# [Assignment]
In the listing below, find each line that holds the string "Keep" and copy it.

# [Available data]

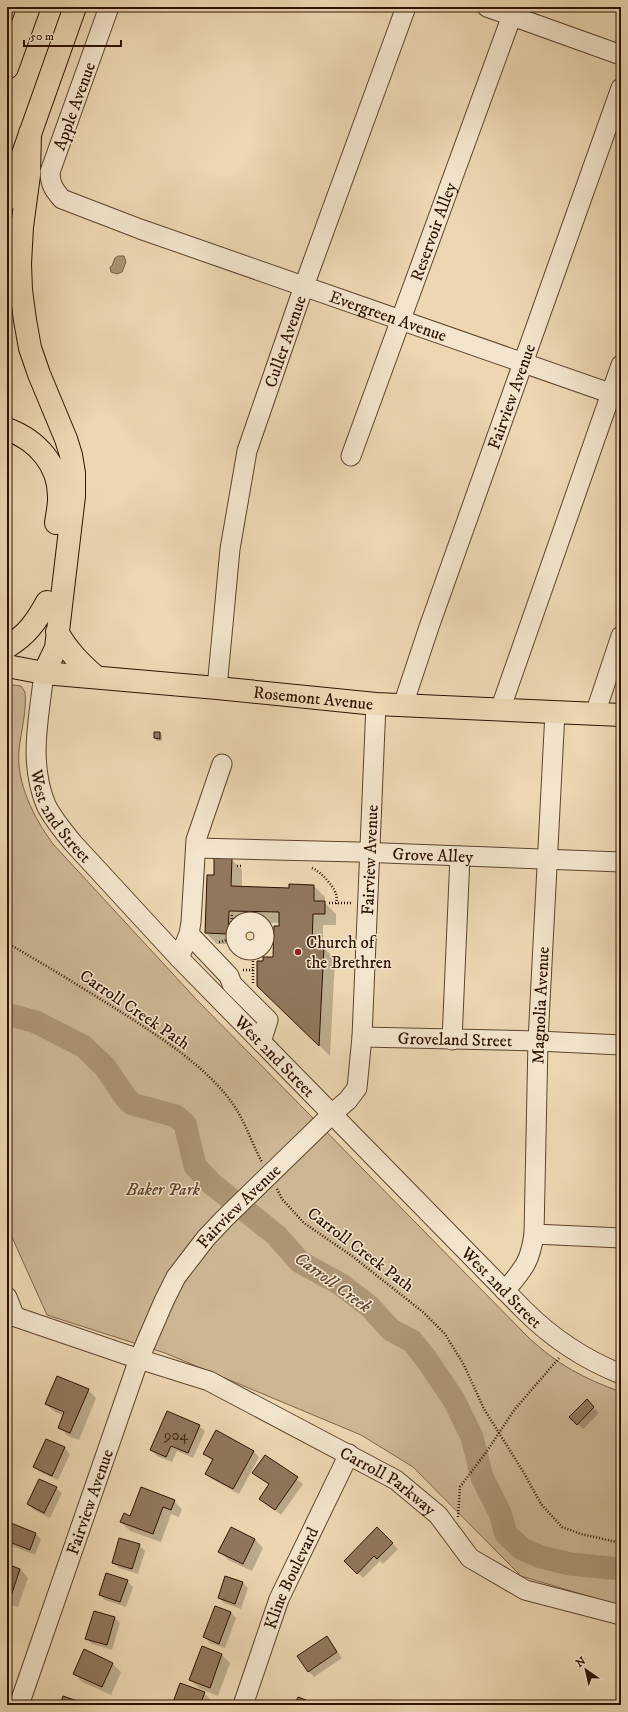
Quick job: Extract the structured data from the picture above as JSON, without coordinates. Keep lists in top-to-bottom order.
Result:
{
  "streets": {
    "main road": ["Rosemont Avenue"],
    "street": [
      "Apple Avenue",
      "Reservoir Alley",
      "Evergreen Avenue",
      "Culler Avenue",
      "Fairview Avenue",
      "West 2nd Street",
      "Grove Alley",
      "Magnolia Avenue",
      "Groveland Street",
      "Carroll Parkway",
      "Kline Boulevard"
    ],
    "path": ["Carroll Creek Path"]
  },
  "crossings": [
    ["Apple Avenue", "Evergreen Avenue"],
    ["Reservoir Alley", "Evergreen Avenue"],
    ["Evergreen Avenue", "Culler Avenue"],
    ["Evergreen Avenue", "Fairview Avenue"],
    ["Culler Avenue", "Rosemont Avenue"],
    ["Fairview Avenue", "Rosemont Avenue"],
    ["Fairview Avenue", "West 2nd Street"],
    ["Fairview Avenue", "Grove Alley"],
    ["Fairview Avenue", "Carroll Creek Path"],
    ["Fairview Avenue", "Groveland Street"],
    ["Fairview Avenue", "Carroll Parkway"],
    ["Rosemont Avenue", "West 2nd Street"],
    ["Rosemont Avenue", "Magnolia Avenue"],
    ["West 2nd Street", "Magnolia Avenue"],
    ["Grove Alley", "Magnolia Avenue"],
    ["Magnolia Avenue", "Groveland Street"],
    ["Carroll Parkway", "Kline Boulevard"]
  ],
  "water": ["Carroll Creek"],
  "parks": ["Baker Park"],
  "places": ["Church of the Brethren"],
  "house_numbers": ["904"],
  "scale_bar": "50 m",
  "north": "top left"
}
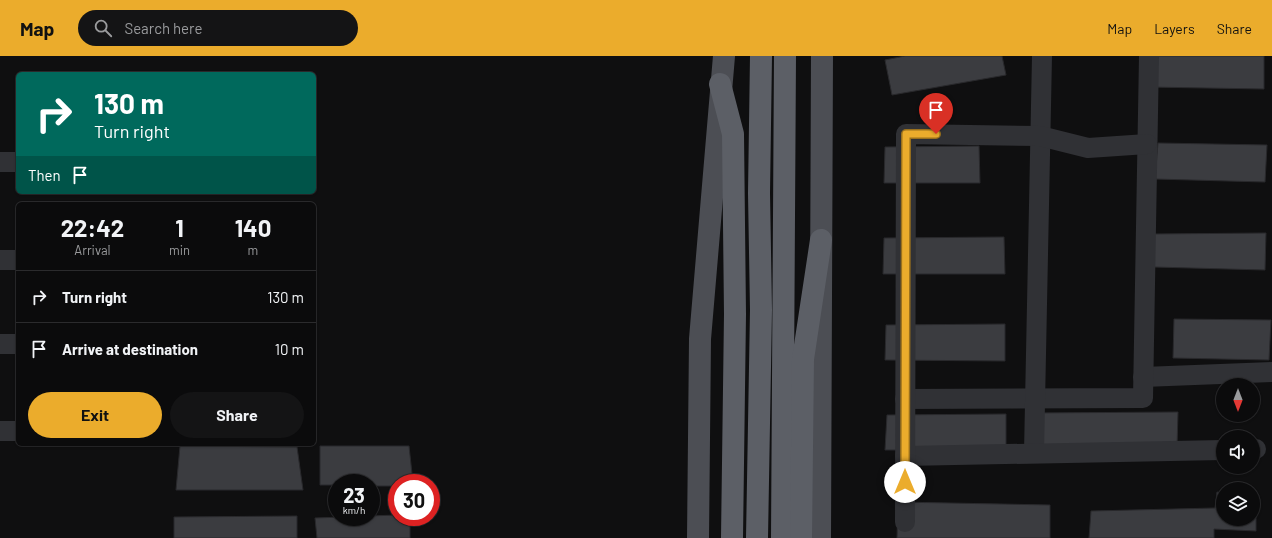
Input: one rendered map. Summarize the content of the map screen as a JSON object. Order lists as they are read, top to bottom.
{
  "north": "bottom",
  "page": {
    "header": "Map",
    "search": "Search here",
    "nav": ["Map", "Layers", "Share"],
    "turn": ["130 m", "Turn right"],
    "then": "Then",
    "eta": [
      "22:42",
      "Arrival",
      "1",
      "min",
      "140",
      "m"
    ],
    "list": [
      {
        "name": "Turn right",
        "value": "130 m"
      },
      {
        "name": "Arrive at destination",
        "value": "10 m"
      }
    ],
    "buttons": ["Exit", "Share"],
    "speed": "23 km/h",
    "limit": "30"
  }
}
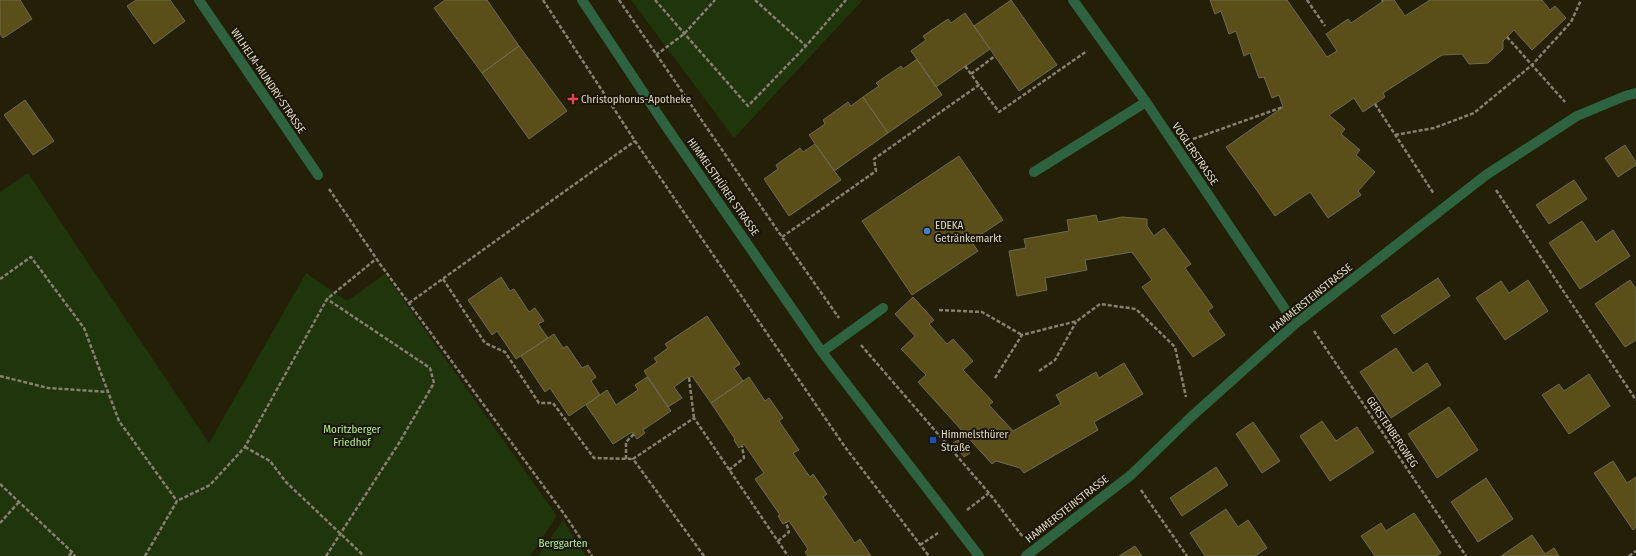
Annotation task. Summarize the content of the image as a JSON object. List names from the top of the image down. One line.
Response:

...

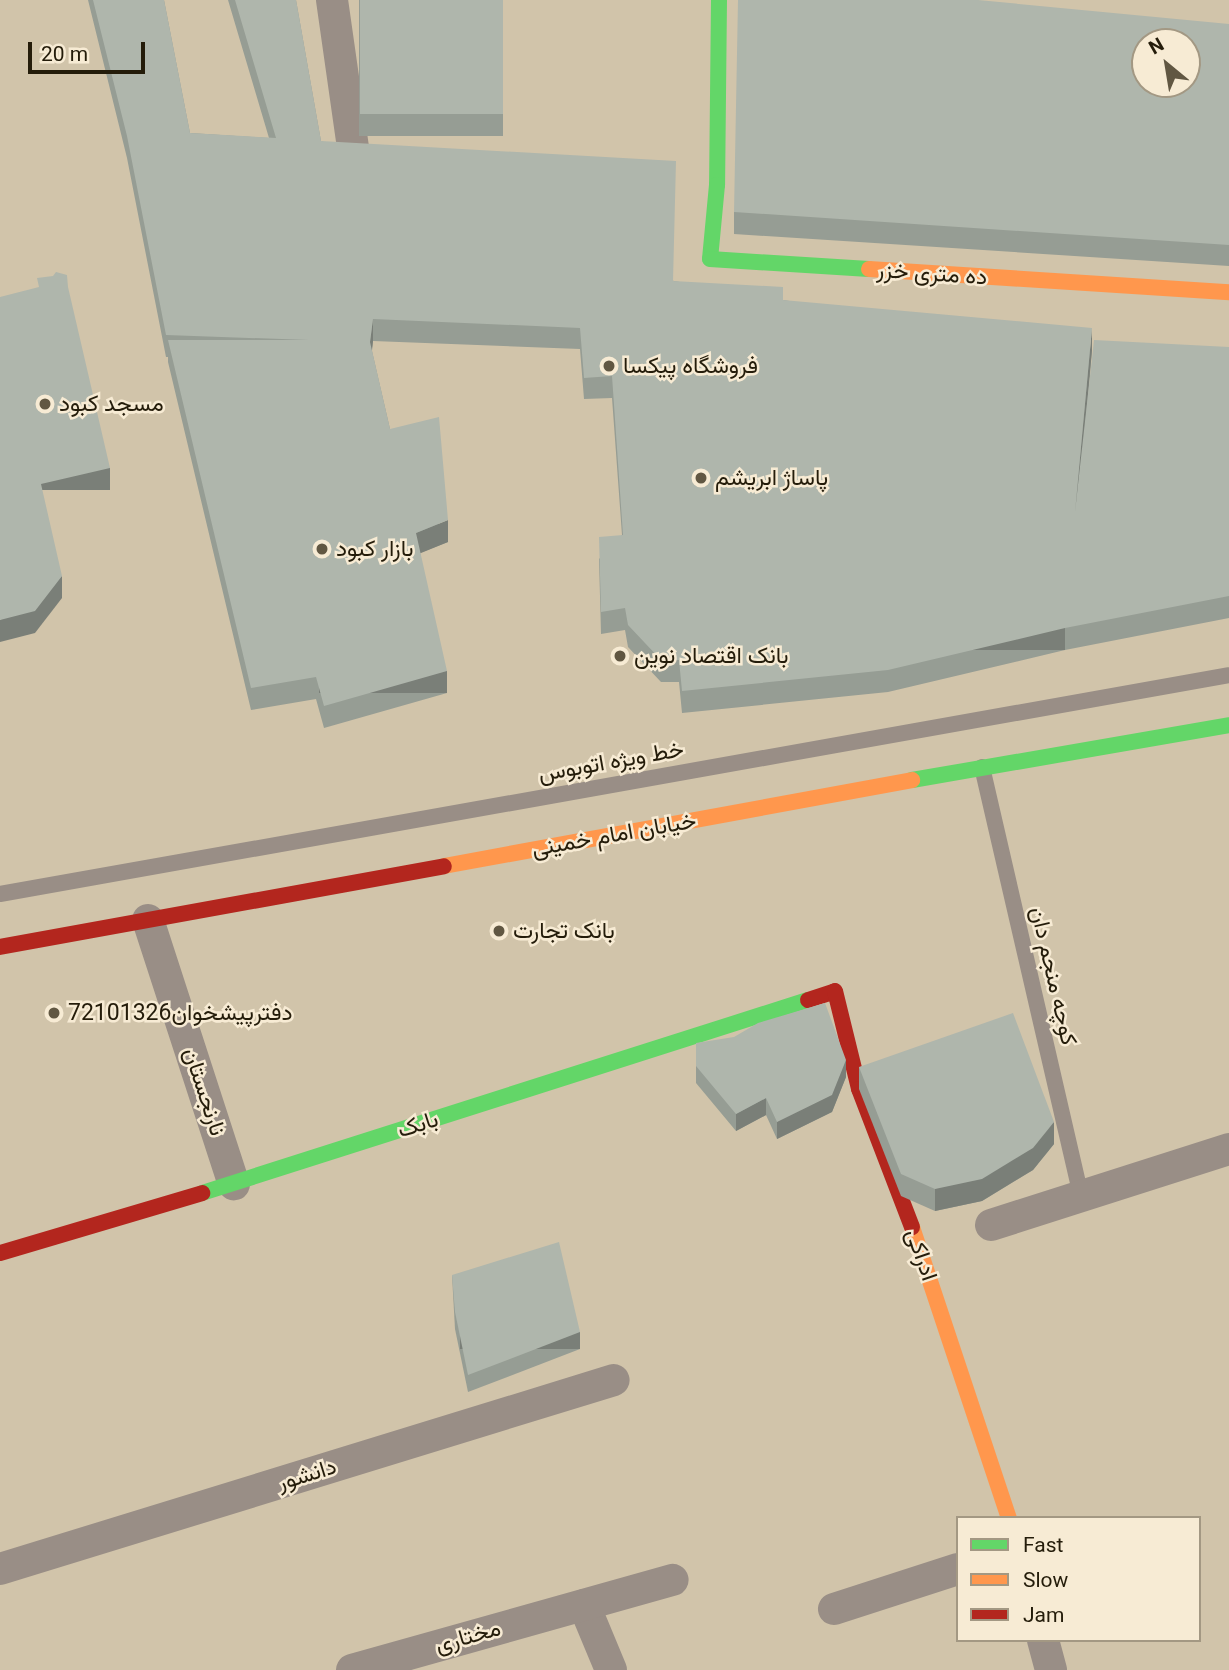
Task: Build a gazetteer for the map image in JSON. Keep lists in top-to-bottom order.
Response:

# [Reply]
Quick job: Extract the structured data from the picture above as JSON, without coordinates. Keep lists in top-to-bottom order.
Task: Build a gazetteer for the map image in JSON. Keep lists in top-to-bottom order.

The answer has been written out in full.